如今的家庭裡面,隻要不寫作業,父母孩子相親相愛,一團和睦,家庭幸福,但一到了寫作業的時候,再溫柔的媽媽也會化身河東獅吼。
不寫作業,母慈子孝,一寫作業,雞飛狗跳。
孩子寫作業拖拖拉拉,混不在意,父母在一旁急得腦充血,說也不聽,打又怕打重了,舍不得,經常寫到晚上一十二點都沒寫完,孩子沒學好也沒玩好,當家長的,要上班,要賺錢,要應付各種瑣事一地雞毛,更是身心俱疲。
在媽媽群裡,一說到陪孩子寫作業,各個群情激憤,聊天記錄動輒幾千條。
孩子在家寫作業的情形往往是這樣的:一寫作業就要尿尿,尿完了呢又要喝水,喝完水又要去尿尿。就這樣磨蹭了一個小時,隻要一分鍾沒看住,就開始玩筆、摳手指,要不就是搓橡皮,要不就是換墨囊,一不注意,還在本子上面畫個奧特曼,美少女戰士啥的。
家長吼了幾句,好不容易要開始寫了,他又抬起頭可憐巴巴地說,我不會。。。
“我家孩子怕不是個傻子吧!”
“我基因是不是有問題啊!!!”
更可悲的是,陪孩子寫作業絕對是個兩難的選擇,典型的吃力不討好,裡外不是人。
經常有孩子說:“我媽媽平常很溫柔,經常給我講故事。。。結果一上小學,她就變成了老巫婆。有時候把我的作業撕了,有時候還罰我抄作業二十遍,表情特恐怖,好像要把我吃了。”
都說創業是修行,婚姻是修行,其實陪孩子寫作業才是真正的修行。隻要你陪孩子寫上六年作業,保證你活活變成一個哲學家或者得道高僧。你不以物喜,不以己悲,你的整個精神境界約等於蘇格拉底。
花錢請人給娃輔導作業,換來家庭的安寧幸福和諧,所以很多家長乾脆把孩子扔到補習班去晚輔,眼不見心不煩。
而對於培訓機構來說,開辦晚輔業務還有一個很重要的目的,就是向家長推課。
晚輔一般一個月才五六百而已,但上課的話一節課就是一兩百,甚至是兩三百。而且晚輔隻是一種升級版的托管模式,所耗費的成本和精力反而更大,因此晚輔的利潤其實是很低的。
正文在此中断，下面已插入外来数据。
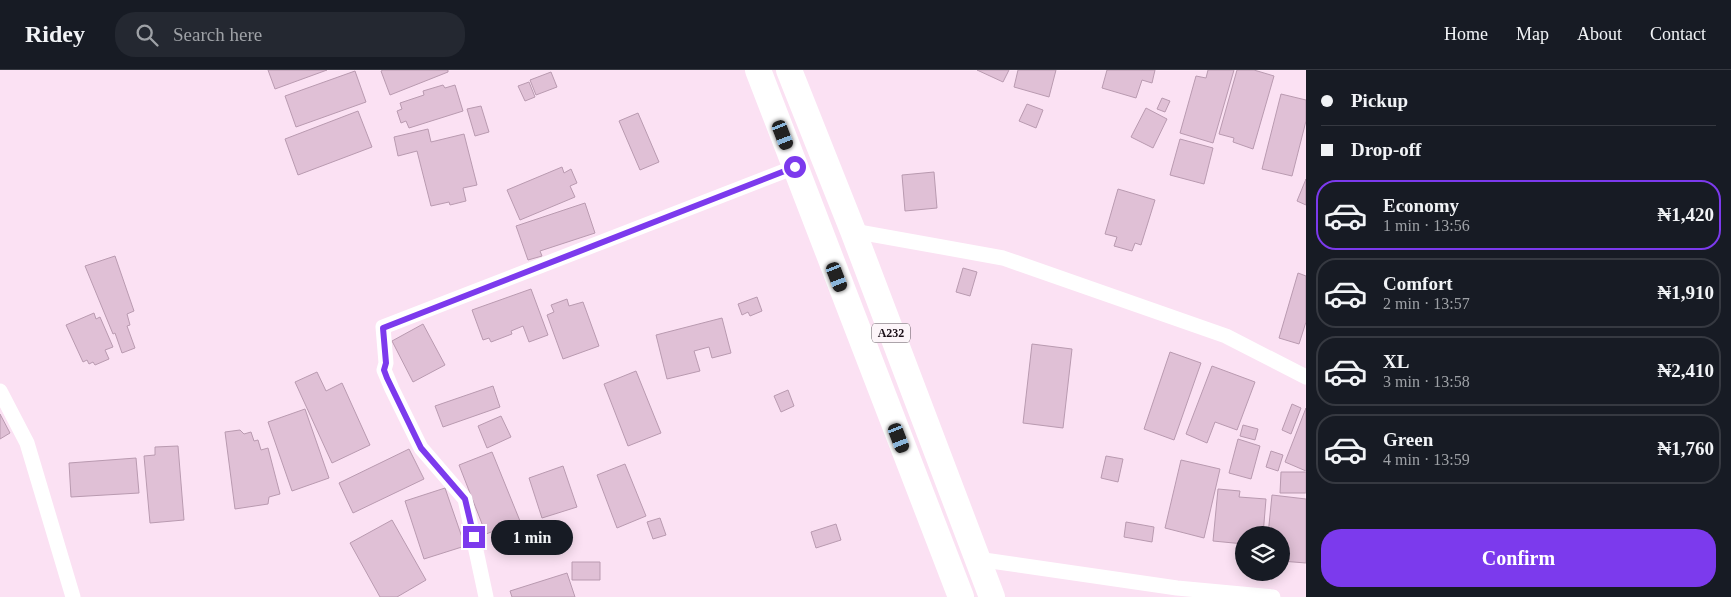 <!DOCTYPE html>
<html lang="en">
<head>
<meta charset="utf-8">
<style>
  body { margin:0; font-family:"Times New Roman",serif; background:#242831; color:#f1f3f6; height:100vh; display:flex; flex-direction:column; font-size:19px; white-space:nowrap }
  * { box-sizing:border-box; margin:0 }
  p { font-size:16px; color:#9ea1a6 }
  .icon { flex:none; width:28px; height:28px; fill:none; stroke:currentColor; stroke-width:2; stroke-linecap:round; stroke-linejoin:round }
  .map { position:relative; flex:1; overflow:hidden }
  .drawer { display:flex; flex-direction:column; background:#171b24; width:425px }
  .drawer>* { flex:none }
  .hud { display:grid; align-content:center; height:110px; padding:0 15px; background:#171b24 }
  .controls { position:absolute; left:1235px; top:456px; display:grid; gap:10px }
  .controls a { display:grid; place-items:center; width:55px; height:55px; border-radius:50%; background:#171b24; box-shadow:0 2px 12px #0003; font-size:25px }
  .end { position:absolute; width:22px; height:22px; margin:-11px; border:6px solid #7c3aed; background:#fff; box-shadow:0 0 0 2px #fff }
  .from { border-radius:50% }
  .bubble { position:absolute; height:35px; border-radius:18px; background:#171b24; box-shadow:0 2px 12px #0003; font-size:16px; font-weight:800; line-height:35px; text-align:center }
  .car { position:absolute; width:15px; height:30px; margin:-15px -8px; border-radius:6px; box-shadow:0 0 4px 1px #0007; background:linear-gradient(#222 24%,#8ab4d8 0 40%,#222 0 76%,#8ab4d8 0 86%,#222 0) }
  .hud b { display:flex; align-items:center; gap:18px; height:48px; font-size:19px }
  .hud b+b { border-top:1px solid #363941 }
  .hud i { width:12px; height:12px; background:#f1f3f6 }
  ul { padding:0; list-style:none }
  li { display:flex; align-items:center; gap:15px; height:70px; margin:0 10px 8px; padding:0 5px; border:2px solid #363941; border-radius:20px }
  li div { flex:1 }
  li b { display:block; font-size:19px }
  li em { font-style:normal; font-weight:800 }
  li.selected { border-color:#7c3aed }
  li>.icon { width:45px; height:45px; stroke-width:1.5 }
  .button { display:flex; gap:10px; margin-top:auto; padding:10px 15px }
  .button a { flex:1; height:58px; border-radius:20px; background:#7c3aed; color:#fff; font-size:20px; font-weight:800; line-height:58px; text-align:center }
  header { display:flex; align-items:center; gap:30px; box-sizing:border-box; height:70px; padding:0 25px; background:#171b24; border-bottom:1px solid #363941 }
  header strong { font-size:24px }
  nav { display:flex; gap:28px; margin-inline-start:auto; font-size:18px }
  .search { width:350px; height:45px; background:#242831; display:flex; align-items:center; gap:12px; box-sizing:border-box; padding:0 18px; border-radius:20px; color:#9ea1a6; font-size:19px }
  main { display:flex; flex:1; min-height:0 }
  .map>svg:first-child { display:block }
  .building { fill:#e0c0d6; stroke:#b99ab0 }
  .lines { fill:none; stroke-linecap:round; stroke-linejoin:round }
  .minor { stroke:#fff; stroke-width:15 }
  .trunk { stroke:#fff; stroke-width:26 }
  .route { stroke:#7c3aed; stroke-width:6 }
  .labels { text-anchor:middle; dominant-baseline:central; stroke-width:4.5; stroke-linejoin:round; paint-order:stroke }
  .shield { fill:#fcf5f9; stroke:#5d535a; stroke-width:1 }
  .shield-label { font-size:12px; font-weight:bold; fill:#190e16 }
</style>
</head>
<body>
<header>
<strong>Ridey</strong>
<div class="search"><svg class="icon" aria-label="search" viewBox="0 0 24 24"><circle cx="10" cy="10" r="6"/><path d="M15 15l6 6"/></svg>Search here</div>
<nav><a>Home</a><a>Map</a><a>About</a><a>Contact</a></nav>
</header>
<main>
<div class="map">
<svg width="1306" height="527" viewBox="0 0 1306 527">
  <rect width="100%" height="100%" fill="#fbe1f3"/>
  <path class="building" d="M268 0H327L275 19Z
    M383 0H448V2L390 25 381 1Z
    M977 0H1009L1003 12Z
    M1018 0H1056L1049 27 1014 17Z
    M1107 0H1155L1152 13 1142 10 1136 28 1102 18Z
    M1208 0H1234L1213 73 1180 63 1196 6 1206 8Z
    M1237 0H1254L1274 6 1253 79 1233 72 1234 68 1219 64Z
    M355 1 366 32 296 57 285 26Z
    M551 2 557 17 536 25 530 10Z
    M529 12 535 27 525 31 518 16Z
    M443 15 445 18 455 15 463 41 409 58 406 51 401 53 397 41 402 39 400 33 424 25 423 21Z
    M1281 24 1306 30V51L1292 106 1262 99Z
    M1162 28 1170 31 1165 42 1157 39Z
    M1027 34 1043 40 1036 58 1019 51Z
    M481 36 489 62 475 66 467 39Z
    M1146 38 1167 49 1153 78 1131 67Z
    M358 41 372 77 298 105 285 69Z
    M638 43 659 92 640 100 619 51Z
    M428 59 431 72 464 64 477 115 463 118 466 131 450 135 449 132 431 136 417 81 398 86 394 67Z
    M1180 69 1213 78 1204 114 1170 105Z
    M562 97 564 103 571 99 577 113 570 116 575 127 520 150 507 120Z
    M934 102 937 138 905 141 902 105Z
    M1306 109V135L1297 131Z
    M1118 119 1155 130 1141 175 1135 173 1132 181 1114 176 1117 167 1105 164Z
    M585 133 595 163 540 181 542 186 528 190 516 156Z
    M115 186 134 241 127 244 130 255 127 256 135 278 122 283 115 263 113 264 85 196Z
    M963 198 977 202 970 226 956 222Z
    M1298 203 1306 206V252L1299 274 1279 268Z
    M531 219 548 265 529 272 523 256 511 261 512 264 491 272 489 268 483 270 472 240Z
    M757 227 762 241 750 246 748 242 742 245 738 234Z
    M567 229 569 236 583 232 599 276 563 289 547 245 554 242 551 235Z
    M94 243 96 249 100 247 113 277 105 280 109 289 95 295 93 292 89 294 87 290 83 292 66 255Z
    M722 248 731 283 712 288 709 277 694 281 700 301 667 309 656 265Z
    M423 254 445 295 413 312 392 271Z
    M1032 274 1072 279 1063 358 1023 353Z
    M1170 282 1201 293 1174 370 1144 359Z
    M1212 296 1255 312 1237 360 1215 352 1207 373 1186 364Z
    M636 301 661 363 628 376 604 314Z
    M317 302 326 321 342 313 370 375 332 393 295 312Z
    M493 316 500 337 443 357 435 336Z
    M788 320 794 336 781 342 774 326Z
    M1292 334 1301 338 1291 364 1282 360Z
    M1306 338V401L1285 392Z
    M305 339 329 408 292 421 268 352Z
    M0 344 10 363 0 369Z
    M501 346 511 367 487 378 478 356Z
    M1243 355 1258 359 1255 370 1240 366Z
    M240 360 244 364 251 362 254 371 258 370 261 380 268 378 280 424 269 427 268 434 235 439 225 362Z
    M1238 369 1260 376 1251 409 1229 403Z
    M178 376 184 450 150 453 144 386 155 385V377Z
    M409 379 424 409 353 443 339 413Z
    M1271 381 1283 385 1278 401 1266 397Z
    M492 382 520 451 486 464 459 395Z
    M1106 386 1123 389 1118 412 1101 408Z
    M136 388 139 423 71 427 69 393Z
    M1181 390 1220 399 1204 468 1165 458Z
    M625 394 646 446 617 458 597 405Z
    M563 396 577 437 542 448 529 408Z
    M1281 402H1306V423H1280Z
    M445 418 465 476 424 489 405 431Z
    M1218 419 1240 421 1239 427 1266 429 1263 465H1244V474L1213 471Z
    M1272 425 1306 429V493L1281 491V465H1268Z
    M660 448 666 465 653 469 647 452Z
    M392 450 426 510 397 527H380L350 473Z
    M1126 452 1154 457 1152 472 1124 467Z
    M836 454 841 470 816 478 811 462Z
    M572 492H600V510H572Z
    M567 503 575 527H512L510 521Z"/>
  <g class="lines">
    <path class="minor" d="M853 161 1003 188 1226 266 1306 307
      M0 321 27 373 73 527
      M977 489 1177 518 1273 527
      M486 527 465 429 421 378 392 319 384 300 386 293 383 257 795 97"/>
    <path class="trunk" d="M758 0 961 527
      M789 0 853 161 992 527"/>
  </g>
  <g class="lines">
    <path class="route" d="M474 467 465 429 421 378 387 308 384 300 386 293 383 258 795 97"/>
  </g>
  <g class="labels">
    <rect class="shield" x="872" y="253.5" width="38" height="19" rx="4"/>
    <g class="shield-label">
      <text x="891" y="263">A232</text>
    </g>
  </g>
</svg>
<div class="controls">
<a><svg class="icon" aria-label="layers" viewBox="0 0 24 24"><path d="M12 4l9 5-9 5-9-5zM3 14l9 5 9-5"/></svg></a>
</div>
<i class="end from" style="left:795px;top:97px"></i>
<i class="end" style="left:474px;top:467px"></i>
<div class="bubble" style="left:491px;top:450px;width:82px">1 min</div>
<i class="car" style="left:783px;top:65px;rotate:159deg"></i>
<i class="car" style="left:837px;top:207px;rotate:159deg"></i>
<i class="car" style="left:899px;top:368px;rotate:159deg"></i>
</div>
<section class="drawer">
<div class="hud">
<b><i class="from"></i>Pickup</b>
<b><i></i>Drop-off</b>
</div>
<ul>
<li class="selected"><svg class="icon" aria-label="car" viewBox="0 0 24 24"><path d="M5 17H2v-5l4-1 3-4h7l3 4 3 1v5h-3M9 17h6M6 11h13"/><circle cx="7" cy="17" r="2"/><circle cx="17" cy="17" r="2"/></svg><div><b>Economy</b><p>1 min · 13:56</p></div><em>₦1,420</em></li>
<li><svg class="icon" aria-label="car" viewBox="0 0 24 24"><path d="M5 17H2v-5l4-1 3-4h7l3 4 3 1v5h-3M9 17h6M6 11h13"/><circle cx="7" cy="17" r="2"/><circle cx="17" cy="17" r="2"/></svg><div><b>Comfort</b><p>2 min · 13:57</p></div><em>₦1,910</em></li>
<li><svg class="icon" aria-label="car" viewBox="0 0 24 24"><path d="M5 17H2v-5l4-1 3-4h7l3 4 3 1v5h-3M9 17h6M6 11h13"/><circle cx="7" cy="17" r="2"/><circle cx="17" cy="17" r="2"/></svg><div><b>XL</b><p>3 min · 13:58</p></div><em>₦2,410</em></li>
<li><svg class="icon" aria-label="car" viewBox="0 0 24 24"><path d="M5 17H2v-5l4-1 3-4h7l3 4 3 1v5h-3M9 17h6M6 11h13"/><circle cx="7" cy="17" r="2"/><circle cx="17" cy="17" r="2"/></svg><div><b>Green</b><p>4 min · 13:59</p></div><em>₦1,760</em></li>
</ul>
<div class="button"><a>Confirm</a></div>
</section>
</main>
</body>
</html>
很多培訓機構的老師也是極其厭惡晚輔的,因為晚輔就是將本來施加在家長身上的壓力轉移到了老師的身上,而且往往一個老師要負責很多個孩子,不是自己的孩子,打又打不得,罵又罵不得,因此很多老師一到晚輔的時候,以往溫文爾雅,知書達理的面目全不見了,各個變身狂躁症患者。
但晚輔又是必須的,因為在晚輔的過程中,會發現每個孩子的薄弱點,針對這個薄弱點可以向家長推薦周末或寒暑假的課程,這才是很多培訓機構開辦晚輔業務的最終目的,
說現實一點還是一切朝錢看。 還有一點就是,如果不開晚輔業務,開學之後,周一到周五補習班都是空閑的,這是極大的資源浪費和成本消耗。
開辦晚輔業務就需要全職老師了,這個也要事先做好準備了。至於招生,有系統在,問題應該不大。
李瑾轉了一圈,接近中午了,太陽毒辣,隻好順路去超市買一些廚房用具和生活用品。由於晚上經常工作到很晚,李瑾又是個年輕的壯小夥,餓得也快,晚上在補習班的小廚房可以做一點宵夜。
話說李瑾的廚藝是沒的說的,南方人也不講究男人不能進廚房這一說法,小時候,父母,哥哥姐姐都在外面乾農活,李瑾年紀小就留在家裡做飯,久而久之,廚藝就練出來了,一般的家常菜也都會做,甚至連每年過年的年夜飯基本上都是李瑾做的。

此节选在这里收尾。